Peningkatan Mutu dan Efisiensi Produksi Minyak Akar Wangi Melalui Teknologi Penyulingan Dengan Tekanan Uap Bertahap

Abstract
Description
Minyak akar wangi (Java Vetiver Oil) merupakan salah satu jenis minyak atsiri yang dihasilkan dari distilasi akar tanaman Vetivera zizanioides Stapf. Minyak akar wangi memiliki daya fiksasi aroma yang kuat sehingga banyak digunakan terutama dalam industri parfum, kosmetik, aromatherapy dan pewangi sabun. Mutu minyak akar wangi Indonesia relatif rendah jika dibandingkan dengan minyak asal Haiti dan Reunion. Warna yang gelap dan aroma gosong (smoky burn) pada minyak akar wangi Indonesia disebabkan oleh penggunaan tekanan tinggi (± 5 bar) yang konstan sejak awal penyulingan. Perbaikan mutu dan peningkatan efisiensi produksi minyak akar wangi perlu segera dilakukan agar minyak akar wangi Indonesia kembali dapat bersaing di pasar dunia. Peningkatan rendemen dan mutu minyak akar wangi dapat dilakukan melalui perbaikan cara panen dan penanganan pascapanen serta metode dan kondisi proses penyulingan. Penyulingan dengan tekanan uap bertahap merupakan salah satu solusi yang dapat digunakan untuk memperbaiki mutu minyak dan meningkatkan efisiensi produksi minyak akar wangi.
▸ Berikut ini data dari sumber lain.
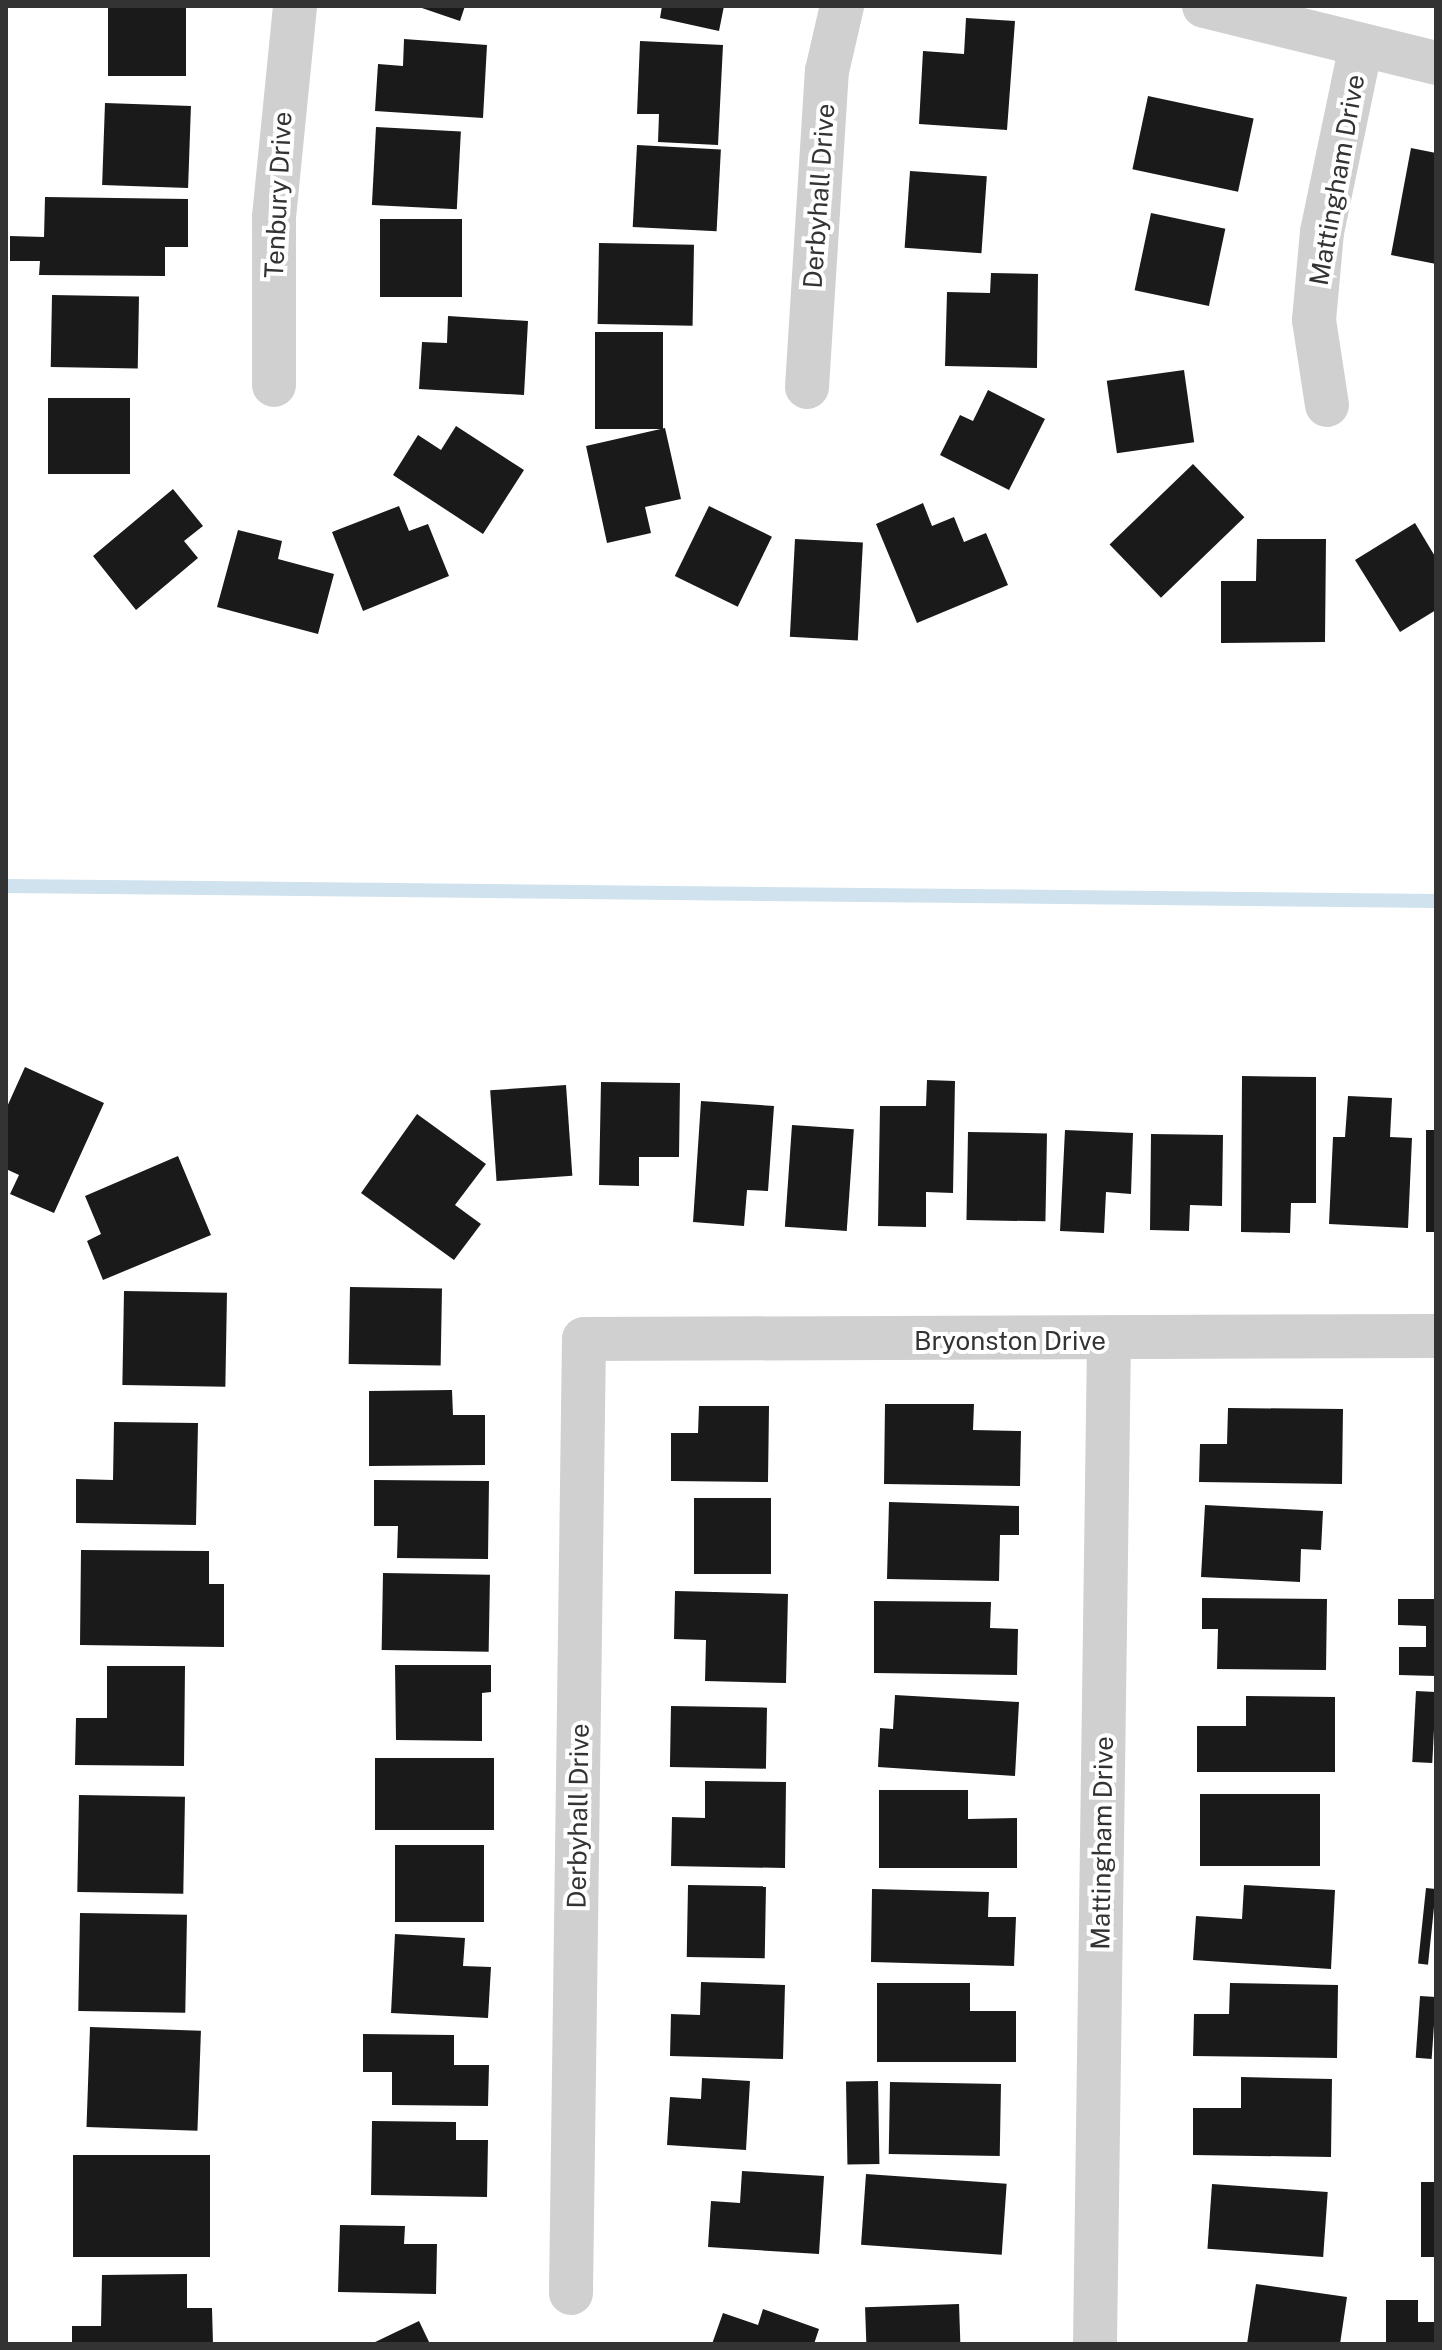 <!DOCTYPE html>
<style>
body{margin:0}
#map{position:relative;width:1442px;height:2350px;overflow:hidden;background:#fff;font-family:"Public Sans",sans-serif}
div>[style]{position:absolute}
.stream>*{height:14px;margin:-7px;padding:0 7px;transform-origin:7px;border-radius:7px;background:#cfe2ee}
.building>*{inset:0;background:#1a1a1a;transform-origin:0 0}
.street>*{height:44px;margin:-22px;padding:0 22px;transform-origin:22px;border-radius:22px;background:#d0d0d0}
span{translate:-50% -50%;white-space:nowrap;text-align:center;line-height:1.15;-webkit-text-stroke:8px #fff;paint-order:stroke}
.street-label{font-size:26px;color:#333}
.frame{position:absolute;inset:0;border:8px solid #333;pointer-events:none}
</style>
<div id="map">
<div class="stream">
<div style="left:6px;top:886px;width:1430px;rotate:0.6deg"></div>
</div>
<div class="building">
<div style="left:108px;top:6px;width:78px;height:70px"></div>
<div style="clip-path:polygon(416px 6px,465px 6px,460px 21px)"></div>
<div style="clip-path:polygon(662px 6px,724px 6px,719px 31px,660px 18px)"></div>
<div style="clip-path:polygon(966px 18px,1015px 21px,1007px 130px,919px 124px,923px 51px,964px 54px)"></div>
<div style="clip-path:polygon(404px 39px,487px 45px,483px 118px,375px 111px,378px 64px,403px 66px)"></div>
<div style="clip-path:polygon(640px 41px,723px 45px,718px 145px,658px 142px,659px 114px,637px 114px)"></div>
<div style="left:1148px;top:96px;width:108px;height:75px;rotate:12deg"></div>
<div style="left:105px;top:103px;width:86px;height:82px;rotate:2deg"></div>
<div style="left:376px;top:127px;width:85px;height:78px;rotate:3deg"></div>
<div style="left:637px;top:145px;width:84px;height:82px;rotate:3deg"></div>
<div style="clip-path:polygon(1411px 148px,1436px 153px,1436px 264px,1391px 255px)"></div>
<div style="left:910px;top:171px;width:77px;height:77px;rotate:4deg"></div>
<div style="clip-path:polygon(45px 197px,188px 199px,188px 247px,165px 247px,165px 276px,39px 275px,40px 261px,10px 261px,10px 236px,44px 237px)"></div>
<div style="left:1151px;top:213px;width:76px;height:79px;rotate:12deg"></div>
<div style="left:380px;top:219px;width:82px;height:78px"></div>
<div style="left:599px;top:243px;width:95px;height:81px;rotate:1deg"></div>
<div style="clip-path:polygon(991px 273px,1038px 274px,1037px 368px,945px 366px,947px 292px,990px 293px)"></div>
<div style="left:52px;top:295px;width:87px;height:72px;rotate:1deg"></div>
<div style="clip-path:polygon(448px 316px,528px 321px,524px 395px,419px 389px,422px 342px,447px 343px)"></div>
<div style="left:595px;top:332px;width:68px;height:97px"></div>
<div style="left:1184px;top:370px;width:73px;height:78px;rotate:82deg"></div>
<div style="clip-path:polygon(988px 390px,1045px 419px,1009px 490px,940px 455px,960px 415px,973px 421px)"></div>
<div style="left:130px;top:398px;width:76px;height:82px;rotate:90deg"></div>
<div style="clip-path:polygon(456px 426px,524px 470px,483px 534px,393px 475px,418px 435px,441px 450px)"></div>
<div style="clip-path:polygon(665px 428px,681px 499px,645px 507px,651px 533px,607px 543px,586px 446px)"></div>
<div style="left:1193px;top:464px;width:74px;height:116px;rotate:46deg"></div>
<div style="clip-path:polygon(173px 489px,203px 526px,184px 541px,198px 558px,136px 610px,93px 556px)"></div>
<div style="clip-path:polygon(923px 503px,932px 526px,954px 517px,964px 542px,986px 533px,1008px 585px,917px 623px,876px 524px)"></div>
<div style="clip-path:polygon(399px 506px,409px 531px,428px 524px,449px 576px,363px 611px,332px 532px)"></div>
<div style="left:709px;top:506px;width:70px;height:78px;rotate:26deg"></div>
<div style="clip-path:polygon(1415px 523px,1436px 558px,1436px 610px,1400px 632px,1355px 560px)"></div>
<div style="clip-path:polygon(238px 530px,282px 541px,278px 559px,334px 574px,318px 634px,217px 607px)"></div>
<div style="left:795px;top:539px;width:68px;height:98px;rotate:3deg"></div>
<div style="clip-path:polygon(1257px 539px,1326px 539px,1325px 642px,1221px 643px,1221px 581px,1256px 581px)"></div>
<div style="clip-path:polygon(25px 1067px,104px 1103px,54px 1213px,10px 1194px,19px 1175px,6px 1169px,6px 1109px)"></div>
<div style="clip-path:polygon(1242px 1076px,1316px 1077px,1316px 1203px,1291px 1203px,1290px 1233px,1241px 1232px)"></div>
<div style="clip-path:polygon(927px 1080px,955px 1081px,953px 1193px,926px 1192px,926px 1227px,878px 1226px,880px 1106px,926px 1106px)"></div>
<div style="clip-path:polygon(601px 1082px,680px 1083px,679px 1157px,639px 1157px,639px 1186px,599px 1185px)"></div>
<div style="left:566px;top:1085px;width:91px;height:76px;rotate:86deg"></div>
<div style="clip-path:polygon(1348px 1096px,1392px 1098px,1390px 1137px,1412px 1138px,1408px 1228px,1329px 1224px,1333px 1137px,1345px 1137px)"></div>
<div style="clip-path:polygon(701px 1101px,774px 1106px,768px 1191px,747px 1190px,744px 1226px,693px 1222px)"></div>
<div style="clip-path:polygon(417px 1114px,486px 1164px,455px 1205px,481px 1224px,454px 1260px,361px 1193px)"></div>
<div style="left:792px;top:1125px;width:62px;height:102px;rotate:4deg"></div>
<div style="clip-path:polygon(1065px 1130px,1133px 1133px,1131px 1194px,1106px 1192px,1104px 1233px,1060px 1231px)"></div>
<div style="left:1426px;top:1130px;width:10px;height:102px"></div>
<div style="left:968px;top:1132px;width:79px;height:88px;rotate:1deg"></div>
<div style="clip-path:polygon(1151px 1134px,1223px 1135px,1222px 1206px,1190px 1205px,1189px 1231px,1150px 1230px)"></div>
<div style="clip-path:polygon(178px 1156px,211px 1235px,103px 1280px,87px 1241px,101px 1234px,85px 1196px)"></div>
<div style="left:350px;top:1287px;width:92px;height:77px;rotate:1deg"></div>
<div style="left:124px;top:1291px;width:103px;height:94px;rotate:1deg"></div>
<div style="clip-path:polygon(452px 1390px,453px 1415px,485px 1415px,485px 1465px,369px 1466px,369px 1391px)"></div>
<div style="clip-path:polygon(885px 1404px,974px 1404px,973px 1430px,1021px 1431px,1020px 1486px,884px 1484px)"></div>
<div style="clip-path:polygon(699px 1406px,769px 1406px,768px 1482px,671px 1481px,671px 1433px,698px 1433px)"></div>
<div style="clip-path:polygon(1228px 1408px,1343px 1409px,1342px 1484px,1199px 1482px,1200px 1444px,1227px 1444px)"></div>
<div style="clip-path:polygon(114px 1422px,198px 1423px,196px 1525px,76px 1523px,76px 1479px,113px 1480px)"></div>
<div style="clip-path:polygon(374px 1480px,489px 1481px,488px 1559px,397px 1558px,398px 1526px,374px 1526px)"></div>
<div style="left:694px;top:1498px;width:77px;height:76px"></div>
<div style="clip-path:polygon(889px 1502px,1019px 1506px,1019px 1535px,1000px 1535px,999px 1581px,887px 1579px)"></div>
<div style="clip-path:polygon(1205px 1505px,1323px 1511px,1321px 1550px,1301px 1549px,1300px 1582px,1201px 1577px)"></div>
<div style="clip-path:polygon(81px 1550px,209px 1551px,209px 1584px,224px 1584px,224px 1647px,80px 1645px)"></div>
<div style="left:383px;top:1573px;width:107px;height:77px;rotate:1deg"></div>
<div style="clip-path:polygon(675px 1591px,788px 1594px,786px 1683px,705px 1681px,706px 1640px,674px 1639px)"></div>
<div style="clip-path:polygon(1202px 1598px,1327px 1599px,1326px 1670px,1217px 1669px,1218px 1629px,1202px 1629px)"></div>
<div style="clip-path:polygon(1398px 1599px,1436px 1599px,1436px 1676px,1399px 1675px,1399px 1647px,1426px 1647px,1426px 1626px,1398px 1625px)"></div>
<div style="clip-path:polygon(874px 1601px,991px 1602px,990px 1628px,1018px 1629px,1017px 1675px,874px 1673px)"></div>
<div style="clip-path:polygon(395px 1665px,491px 1665px,491px 1692px,482px 1693px,482px 1741px,396px 1740px)"></div>
<div style="clip-path:polygon(107px 1666px,185px 1666px,184px 1766px,75px 1765px,76px 1718px,107px 1718px)"></div>
<div style="left:1416px;top:1691px;width:20px;height:71px;rotate:3deg"></div>
<div style="clip-path:polygon(895px 1695px,1019px 1702px,1015px 1776px,878px 1767px,880px 1728px,893px 1729px)"></div>
<div style="clip-path:polygon(1246px 1696px,1335px 1697px,1335px 1772px,1197px 1772px,1197px 1726px,1246px 1726px)"></div>
<div style="left:671px;top:1706px;width:96px;height:61px;rotate:1deg"></div>
<div style="left:375px;top:1758px;width:119px;height:72px"></div>
<div style="clip-path:polygon(705px 1781px,786px 1782px,785px 1868px,671px 1866px,672px 1817px,705px 1818px)"></div>
<div style="clip-path:polygon(879px 1790px,968px 1790px,968px 1819px,1017px 1818px,1017px 1868px,879px 1868px)"></div>
<div style="left:1200px;top:1794px;width:120px;height:72px"></div>
<div style="left:79px;top:1795px;width:106px;height:97px;rotate:1deg"></div>
<div style="left:395px;top:1845px;width:89px;height:77px"></div>
<div style="left:688px;top:1885px;width:78px;height:72px;rotate:1deg"></div>
<div style="clip-path:polygon(1244px 1885px,1335px 1890px,1331px 1969px,1193px 1960px,1196px 1916px,1242px 1919px)"></div>
<div style="left:1426px;top:1888px;width:10px;height:76px;rotate:6deg"></div>
<div style="clip-path:polygon(872px 1889px,989px 1892px,988px 1917px,1016px 1917px,1014px 1966px,871px 1962px)"></div>
<div style="left:80px;top:1913px;width:107px;height:98px;rotate:1deg"></div>
<div style="clip-path:polygon(395px 1934px,465px 1938px,463px 1966px,491px 1967px,488px 2018px,391px 2013px)"></div>
<div style="clip-path:polygon(701px 1982px,785px 1985px,783px 2059px,670px 2056px,671px 2014px,700px 2015px)"></div>
<div style="clip-path:polygon(877px 1983px,970px 1983px,970px 2011px,1016px 2011px,1016px 2062px,877px 2062px)"></div>
<div style="clip-path:polygon(1230px 1983px,1338px 1985px,1337px 2058px,1193px 2056px,1194px 2014px,1229px 2014px)"></div>
<div style="left:1420px;top:1996px;width:16px;height:62px;rotate:4deg"></div>
<div style="left:90px;top:2027px;width:111px;height:100px;rotate:2deg"></div>
<div style="clip-path:polygon(363px 2034px,454px 2035px,454px 2065px,489px 2065px,488px 2106px,392px 2105px,392px 2072px,363px 2072px)"></div>
<div style="clip-path:polygon(1241px 2077px,1332px 2079px,1331px 2157px,1193px 2155px,1193px 2108px,1241px 2108px)"></div>
<div style="clip-path:polygon(702px 2078px,750px 2081px,746px 2150px,667px 2145px,670px 2097px,701px 2099px)"></div>
<div style="left:878px;top:2081px;width:83px;height:32px;rotate:89deg"></div>
<div style="left:890px;top:2082px;width:111px;height:72px;rotate:1deg"></div>
<div style="clip-path:polygon(372px 2121px,456px 2122px,456px 2140px,488px 2140px,487px 2197px,371px 2195px)"></div>
<div style="left:210px;top:2155px;width:102px;height:137px;rotate:90deg"></div>
<div style="clip-path:polygon(742px 2171px,824px 2176px,819px 2254px,708px 2247px,711px 2201px,740px 2203px)"></div>
<div style="left:866px;top:2174px;width:141px;height:71px;rotate:4deg"></div>
<div style="left:1421px;top:2182px;width:15px;height:75px"></div>
<div style="left:1212px;top:2184px;width:116px;height:65px;rotate:4deg"></div>
<div style="clip-path:polygon(340px 2225px,405px 2226px,404px 2244px,437px 2244px,436px 2294px,338px 2292px)"></div>
<div style="clip-path:polygon(187px 2274px,187px 2308px,212px 2308px,213px 2344px,72px 2344px,72px 2326px,101px 2326px,102px 2275px)"></div>
<div style="clip-path:polygon(1256px 2284px,1347px 2297px,1340px 2344px,1247px 2344px)"></div>
<div style="clip-path:polygon(1386px 2300px,1418px 2300px,1418px 2322px,1436px 2322px,1436px 2344px,1386px 2344px)"></div>
<div style="left:959px;top:2304px;width:38px;height:94px;rotate:88deg"></div>
<div style="clip-path:polygon(763px 2309px,819px 2329px,814px 2344px,712px 2344px,723px 2313px,758px 2325px)"></div>
<div style="clip-path:polygon(419px 2321px,430px 2344px,371px 2344px)"></div>
</div>
<div class="street">
<div style="left:1204px;top:6px;width:239px;rotate:13.8deg"></div>
<div style="left:274px;top:385px;width:168px;rotate:-90deg"></div>
<div style="left:274px;top:217px;width:212px;rotate:-84.3deg"></div>
<div style="left:807px;top:387px;width:317px;rotate:-86.4deg"></div>
<div style="left:827px;top:71px;width:67px;rotate:-77deg"></div>
<div style="left:1327px;top:405px;width:86px;rotate:-98.7deg"></div>
<div style="left:1314px;top:320px;width:88px;rotate:-84.8deg"></div>
<div style="left:1322px;top:232px;width:186px;rotate:-78.2deg"></div>
<div style="left:571px;top:2293px;width:954px;rotate:-89.22deg"></div>
<div style="left:584px;top:1339px;width:852px;rotate:-0.2deg"></div>
<div style="left:1095px;top:2344px;width:1003px;rotate:-89.2deg"></div>
</div>
<div class="street-label">
<span style="left:1337px;top:180px;rotate:-80deg">Mattingham Drive</span>
<span style="left:278px;top:195px;rotate:-87deg">Tenbury Drive</span>
<span style="left:819px;top:196px;rotate:-86deg">Derbyhall Drive</span>
<span style="left:1010px;top:1341px">Bryonston Drive</span>
<span style="left:578px;top:1816px;rotate:-89deg">Derbyhall Drive</span>
<span style="left:1102px;top:1843px;rotate:-89deg">Mattingham Drive</span>
</div>
<div class="frame"></div>
</div>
Beberapa hasil penelitian menunjukkan bahwa penggunaan tekanan uap bertahap (tekanan uap 2,0; 2,5; dan 3,0 bar dengan total waktu penyulingan 9 jam) dapat menghasilkan recovery minyak sebesar 92,58%, lebih tinggi dibandingkan dengan recovery minyak pada tekanan uap 3 bar secara konstan (90,4%). Mutu minyak yang dihasilkan memenuhi syarat SNI No. 06-2386-2006. Penggunaan tekanan uap bertahap juga dapat menghemat konsumsi energi (bahan bakar) rata-rata sebesar 8,30% dibandingkan dengan konsumsi energi yang digunakan pada penyulingan rakyat.